A competent officer is quite a rarity.

My platoon was fortunate enough to occupy a very small rise in the earth. We were close to the French Colonial troops, who were on the left. When we heard a lot of yelling and shouting, we looked up and over the edge of the trench to see what was what.

And there it was, the first gas attack in history.

A sickly, greenish, yellowish cloud, a hundred yards high, and a half a mile long. It was slowly pushed forward by the light breeze. It was coming towards us. The Germans had waited a long time for the wind to be just right. At first, there was only an uneasy feeling. It just seemed to spring up out of the ground, over on the enemy side of the lines. Long, thin streamers merging into one hellish, foul fog.

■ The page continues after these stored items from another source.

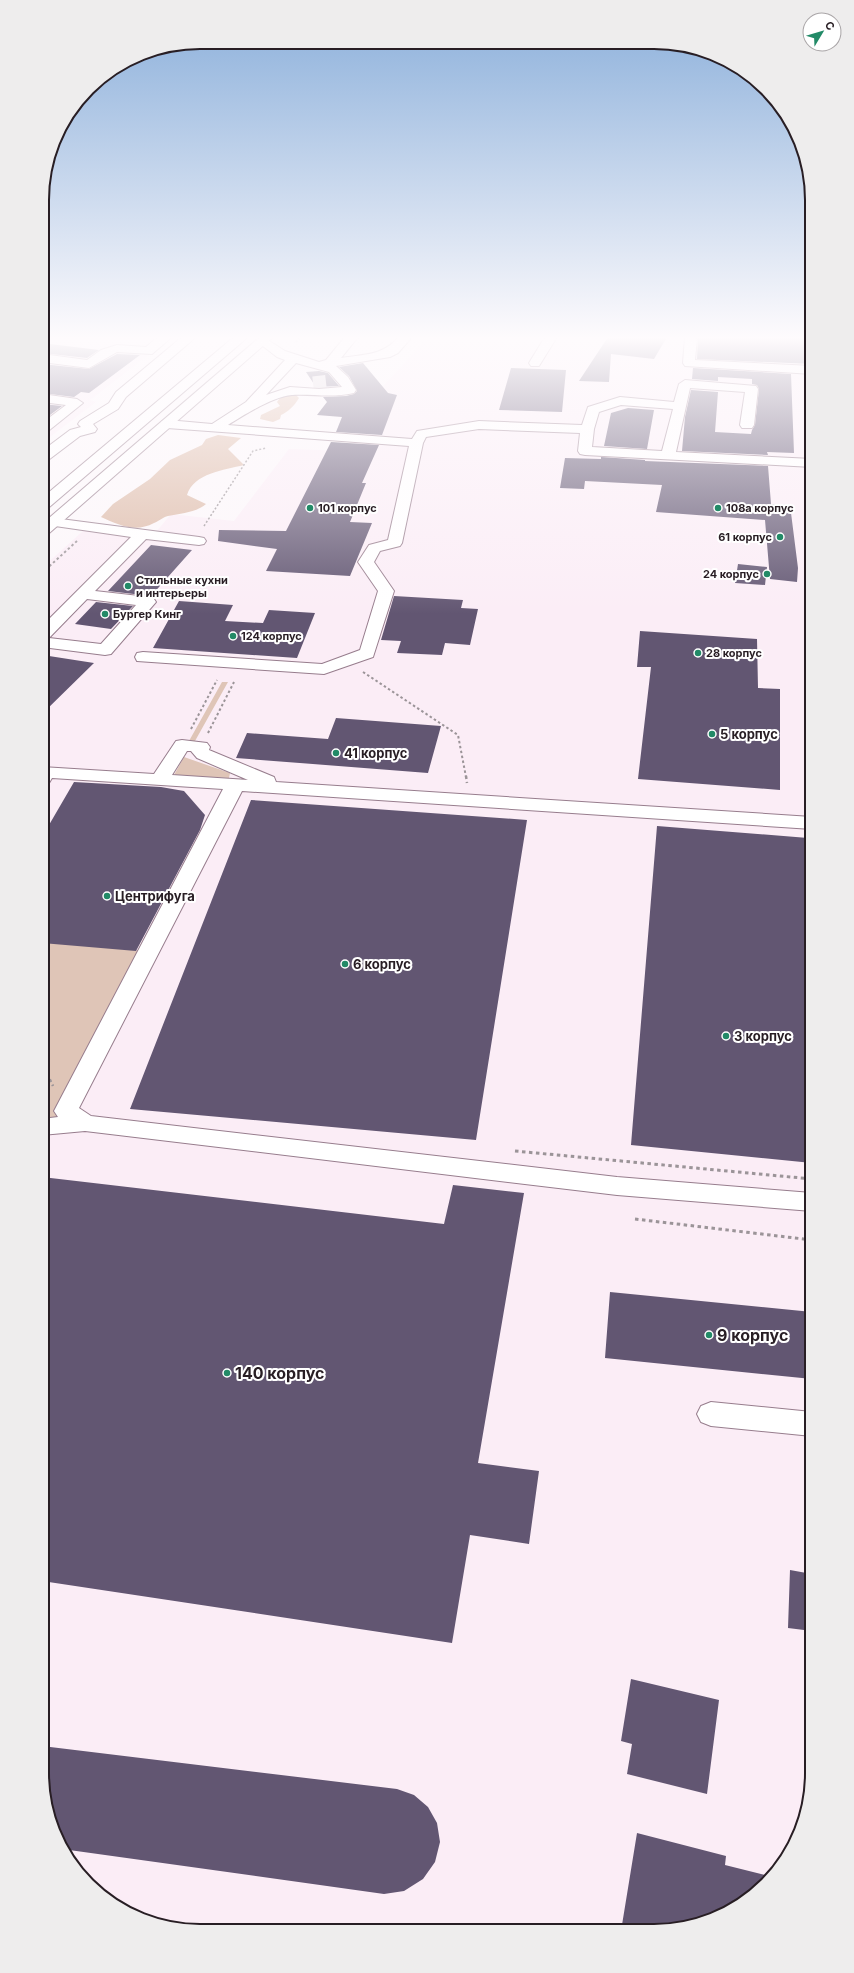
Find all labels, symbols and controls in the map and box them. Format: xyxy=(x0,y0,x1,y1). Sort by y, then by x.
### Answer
north arrow xyxy=(802,12,842,52)
text: С xyxy=(822,18,838,33)
place label: 101 корпус xyxy=(318,501,377,515)
place label: 108а корпус xyxy=(726,501,794,515)
marker: 101 корпус xyxy=(305,503,315,513)
marker: 108а корпус xyxy=(713,503,723,513)
place label: 61 корпус xyxy=(718,530,773,544)
marker: 61 корпус xyxy=(775,532,785,542)
place label: 24 корпус xyxy=(703,567,760,581)
marker: 24 корпус xyxy=(762,569,772,579)
place label: Стильные кухни и интерьеры xyxy=(136,573,228,600)
marker: Стильные кухни и интерьеры xyxy=(123,581,133,591)
place label: Бургер Кинг xyxy=(113,607,181,621)
marker: Бургер Кинг xyxy=(100,609,110,619)
place label: 124 корпус xyxy=(241,629,302,643)
marker: 124 корпус xyxy=(228,631,238,641)
place label: 28 корпус xyxy=(706,646,763,660)
marker: 28 корпус xyxy=(693,648,703,658)
place label: 5 корпус xyxy=(720,726,778,742)
marker: 5 корпус xyxy=(707,729,717,739)
place label: 41 корпус xyxy=(344,745,408,761)
marker: 41 корпус xyxy=(331,748,341,758)
place label: Центрифуга xyxy=(115,888,195,904)
marker: Центрифуга xyxy=(102,891,112,901)
place label: 6 корпус xyxy=(353,956,411,972)
marker: 6 корпус xyxy=(340,959,350,969)
place label: 3 корпус xyxy=(734,1028,792,1044)
marker: 3 корпус xyxy=(721,1031,731,1041)
place label: 9 корпус xyxy=(717,1325,788,1345)
marker: 9 корпус xyxy=(704,1330,714,1340)
place label: 140 корпус xyxy=(235,1363,324,1383)
marker: 140 корпус xyxy=(222,1368,232,1378)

While it was far from benevolent looking, there was little sense of dread. At least at first.

We kind of wondered, ‘What’s the big deal? Smoke is just smoke.’

Dread, fear of the unknown, a queasy, sinking feeling. A watery, gassy feeling in the guts.

Firing reached a crescendo as the rising cloud of bilious, horrid gas rolled over the French, and the Canadians on our left. The tops of heads were bobbing along in a traverse behind us and to our left.

“Where the fuck are they going?” Someone (Lenny?) asked even as the sound of shouting, screaming, and yelling came to us, and more of that terrifying cloud obscured our view.

Darker now, blocking out the sky, cutting off the light. Behind us.

Confusion. Had they been ordered to retreat? What were our orders? We began to shoot into the front of the cloud as it rolled onwards, coming inexorably towards us.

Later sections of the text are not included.